* [TO DO]: Would you please copy each line below that includes the string "controls"?

* [DATA]:
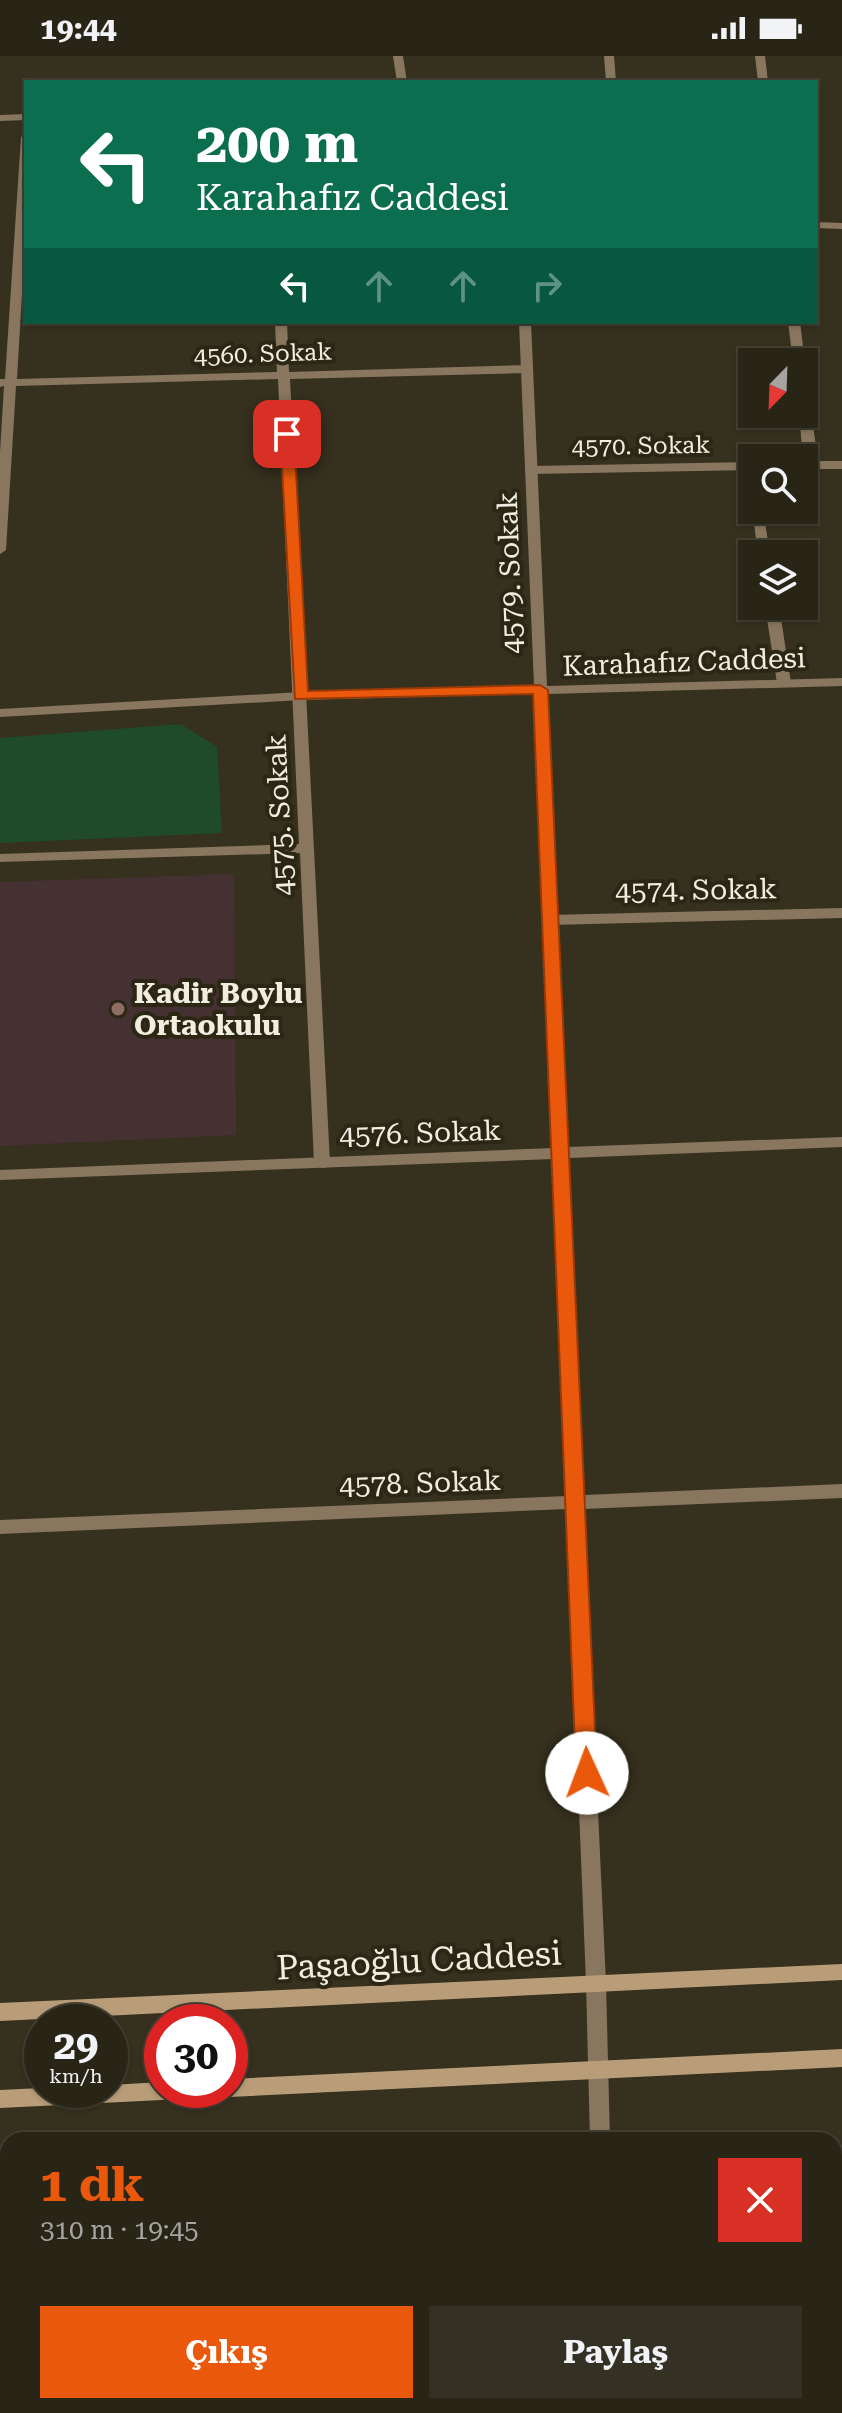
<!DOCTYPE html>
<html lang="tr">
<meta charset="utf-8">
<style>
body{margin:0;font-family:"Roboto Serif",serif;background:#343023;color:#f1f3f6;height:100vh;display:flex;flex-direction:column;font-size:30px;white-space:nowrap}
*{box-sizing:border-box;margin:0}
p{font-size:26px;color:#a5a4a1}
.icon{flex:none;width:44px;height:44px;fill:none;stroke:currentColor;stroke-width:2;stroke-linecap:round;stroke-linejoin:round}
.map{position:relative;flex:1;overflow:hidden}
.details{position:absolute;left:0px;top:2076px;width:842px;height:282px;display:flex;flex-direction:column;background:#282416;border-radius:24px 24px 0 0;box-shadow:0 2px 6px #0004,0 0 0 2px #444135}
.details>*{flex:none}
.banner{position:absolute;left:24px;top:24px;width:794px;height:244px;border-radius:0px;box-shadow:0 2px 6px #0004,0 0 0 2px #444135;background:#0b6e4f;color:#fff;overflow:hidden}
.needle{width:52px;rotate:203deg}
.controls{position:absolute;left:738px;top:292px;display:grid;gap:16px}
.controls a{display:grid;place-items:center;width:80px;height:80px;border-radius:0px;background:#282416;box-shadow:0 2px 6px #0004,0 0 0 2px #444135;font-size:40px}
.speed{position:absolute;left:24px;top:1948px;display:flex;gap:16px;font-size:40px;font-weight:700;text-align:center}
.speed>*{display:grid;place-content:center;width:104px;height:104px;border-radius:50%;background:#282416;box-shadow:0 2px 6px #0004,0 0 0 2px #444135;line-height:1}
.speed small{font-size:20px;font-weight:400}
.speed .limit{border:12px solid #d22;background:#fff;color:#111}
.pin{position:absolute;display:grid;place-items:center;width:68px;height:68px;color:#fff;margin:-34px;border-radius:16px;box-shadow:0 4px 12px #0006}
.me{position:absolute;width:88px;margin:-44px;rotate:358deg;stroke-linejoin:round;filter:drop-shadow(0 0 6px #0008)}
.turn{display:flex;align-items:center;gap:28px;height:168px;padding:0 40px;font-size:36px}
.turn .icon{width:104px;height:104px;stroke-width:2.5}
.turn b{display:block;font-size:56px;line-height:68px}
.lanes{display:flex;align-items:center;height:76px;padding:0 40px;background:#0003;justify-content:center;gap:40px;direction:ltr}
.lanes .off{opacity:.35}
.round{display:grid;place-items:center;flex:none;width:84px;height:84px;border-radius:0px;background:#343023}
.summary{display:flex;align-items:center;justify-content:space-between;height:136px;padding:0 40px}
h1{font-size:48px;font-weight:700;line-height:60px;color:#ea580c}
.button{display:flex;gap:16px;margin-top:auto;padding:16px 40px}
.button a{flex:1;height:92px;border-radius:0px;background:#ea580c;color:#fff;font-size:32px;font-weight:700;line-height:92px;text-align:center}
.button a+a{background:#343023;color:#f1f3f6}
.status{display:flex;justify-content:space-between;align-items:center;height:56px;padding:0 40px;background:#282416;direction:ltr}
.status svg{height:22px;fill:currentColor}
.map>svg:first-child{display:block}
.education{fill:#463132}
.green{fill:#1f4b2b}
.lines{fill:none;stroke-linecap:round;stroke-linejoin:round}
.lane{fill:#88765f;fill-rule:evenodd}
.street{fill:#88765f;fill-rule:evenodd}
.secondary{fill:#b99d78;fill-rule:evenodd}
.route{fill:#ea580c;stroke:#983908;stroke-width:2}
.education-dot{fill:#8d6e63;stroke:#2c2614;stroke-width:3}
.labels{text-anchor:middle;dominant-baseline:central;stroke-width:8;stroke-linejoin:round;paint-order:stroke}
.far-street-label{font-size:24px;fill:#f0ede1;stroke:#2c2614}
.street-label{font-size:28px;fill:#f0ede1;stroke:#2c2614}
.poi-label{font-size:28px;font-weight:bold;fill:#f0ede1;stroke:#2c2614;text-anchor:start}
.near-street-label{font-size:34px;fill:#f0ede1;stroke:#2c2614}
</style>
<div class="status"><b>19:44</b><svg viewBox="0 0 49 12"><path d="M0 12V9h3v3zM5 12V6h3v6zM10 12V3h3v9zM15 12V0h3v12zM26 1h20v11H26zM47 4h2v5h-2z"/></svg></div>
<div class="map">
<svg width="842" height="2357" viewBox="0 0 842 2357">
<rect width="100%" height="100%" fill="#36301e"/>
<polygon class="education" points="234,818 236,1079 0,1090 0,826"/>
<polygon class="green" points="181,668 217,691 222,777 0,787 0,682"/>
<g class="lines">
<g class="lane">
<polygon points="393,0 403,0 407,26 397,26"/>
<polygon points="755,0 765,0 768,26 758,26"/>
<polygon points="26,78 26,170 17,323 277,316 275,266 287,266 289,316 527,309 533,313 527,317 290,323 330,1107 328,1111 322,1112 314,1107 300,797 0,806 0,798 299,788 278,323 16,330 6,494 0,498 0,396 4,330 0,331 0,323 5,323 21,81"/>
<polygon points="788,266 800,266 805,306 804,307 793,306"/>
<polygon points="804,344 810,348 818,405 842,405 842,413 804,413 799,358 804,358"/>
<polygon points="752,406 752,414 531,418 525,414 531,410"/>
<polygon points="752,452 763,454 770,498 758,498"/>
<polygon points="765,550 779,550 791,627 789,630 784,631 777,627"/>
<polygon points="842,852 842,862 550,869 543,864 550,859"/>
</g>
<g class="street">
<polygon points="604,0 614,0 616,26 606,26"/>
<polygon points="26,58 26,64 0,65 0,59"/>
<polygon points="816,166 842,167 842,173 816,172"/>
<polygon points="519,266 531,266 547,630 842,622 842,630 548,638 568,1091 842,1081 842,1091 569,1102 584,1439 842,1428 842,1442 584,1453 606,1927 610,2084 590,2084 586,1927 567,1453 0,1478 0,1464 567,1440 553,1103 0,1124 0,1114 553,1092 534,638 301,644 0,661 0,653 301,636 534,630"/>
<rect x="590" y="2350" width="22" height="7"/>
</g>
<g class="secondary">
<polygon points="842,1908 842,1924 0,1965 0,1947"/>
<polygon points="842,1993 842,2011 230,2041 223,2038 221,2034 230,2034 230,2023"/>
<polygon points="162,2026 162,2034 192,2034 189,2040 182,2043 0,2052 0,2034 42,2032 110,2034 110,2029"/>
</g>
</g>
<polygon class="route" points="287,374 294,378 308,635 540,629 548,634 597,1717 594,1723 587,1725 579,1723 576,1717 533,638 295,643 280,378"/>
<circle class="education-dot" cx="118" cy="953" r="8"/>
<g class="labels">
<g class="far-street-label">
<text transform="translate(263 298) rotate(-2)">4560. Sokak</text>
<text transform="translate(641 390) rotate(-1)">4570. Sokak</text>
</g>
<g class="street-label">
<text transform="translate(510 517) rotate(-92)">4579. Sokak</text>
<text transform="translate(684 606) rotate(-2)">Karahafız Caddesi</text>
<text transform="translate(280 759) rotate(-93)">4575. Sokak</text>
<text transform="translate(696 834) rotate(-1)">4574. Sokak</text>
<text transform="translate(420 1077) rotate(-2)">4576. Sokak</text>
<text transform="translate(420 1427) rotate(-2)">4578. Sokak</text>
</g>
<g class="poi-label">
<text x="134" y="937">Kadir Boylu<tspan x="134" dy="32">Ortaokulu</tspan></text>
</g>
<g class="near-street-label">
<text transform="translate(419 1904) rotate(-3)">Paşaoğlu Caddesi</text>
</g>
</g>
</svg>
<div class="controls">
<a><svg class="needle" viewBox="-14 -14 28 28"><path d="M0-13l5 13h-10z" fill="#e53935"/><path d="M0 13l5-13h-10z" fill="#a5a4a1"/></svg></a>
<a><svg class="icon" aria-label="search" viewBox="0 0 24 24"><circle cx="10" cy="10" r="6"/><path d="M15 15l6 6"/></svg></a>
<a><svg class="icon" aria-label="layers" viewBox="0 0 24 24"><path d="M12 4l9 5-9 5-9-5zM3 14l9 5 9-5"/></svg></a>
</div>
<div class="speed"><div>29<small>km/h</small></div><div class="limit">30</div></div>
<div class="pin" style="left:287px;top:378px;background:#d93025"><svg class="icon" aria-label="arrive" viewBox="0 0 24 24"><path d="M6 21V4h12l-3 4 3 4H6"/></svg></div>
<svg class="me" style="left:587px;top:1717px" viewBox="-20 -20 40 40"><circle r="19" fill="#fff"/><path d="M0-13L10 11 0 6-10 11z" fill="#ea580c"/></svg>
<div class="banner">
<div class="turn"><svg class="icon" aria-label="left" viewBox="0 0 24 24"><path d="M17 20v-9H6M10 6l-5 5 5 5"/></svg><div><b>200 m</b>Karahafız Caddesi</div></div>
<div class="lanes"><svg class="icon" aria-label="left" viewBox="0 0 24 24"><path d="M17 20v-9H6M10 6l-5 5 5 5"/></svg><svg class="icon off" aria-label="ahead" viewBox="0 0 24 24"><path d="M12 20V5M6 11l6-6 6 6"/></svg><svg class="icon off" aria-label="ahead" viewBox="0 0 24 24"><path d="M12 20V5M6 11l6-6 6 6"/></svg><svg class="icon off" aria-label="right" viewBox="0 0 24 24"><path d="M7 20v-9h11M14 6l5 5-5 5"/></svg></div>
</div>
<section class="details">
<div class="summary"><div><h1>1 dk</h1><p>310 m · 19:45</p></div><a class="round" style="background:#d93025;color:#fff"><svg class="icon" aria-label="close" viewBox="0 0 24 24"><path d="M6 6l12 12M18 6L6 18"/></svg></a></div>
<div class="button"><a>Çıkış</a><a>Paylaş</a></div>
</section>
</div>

* [REPLY]:
.controls{position:absolute;left:738px;top:292px;display:grid;gap:16px}
.controls a{display:grid;place-items:center;width:80px;height:80px;border-radius:0px;background:#282416;box-shadow:0 2px 6px #0004,0 0 0 2px #444135;font-size:40px}
<div class="controls">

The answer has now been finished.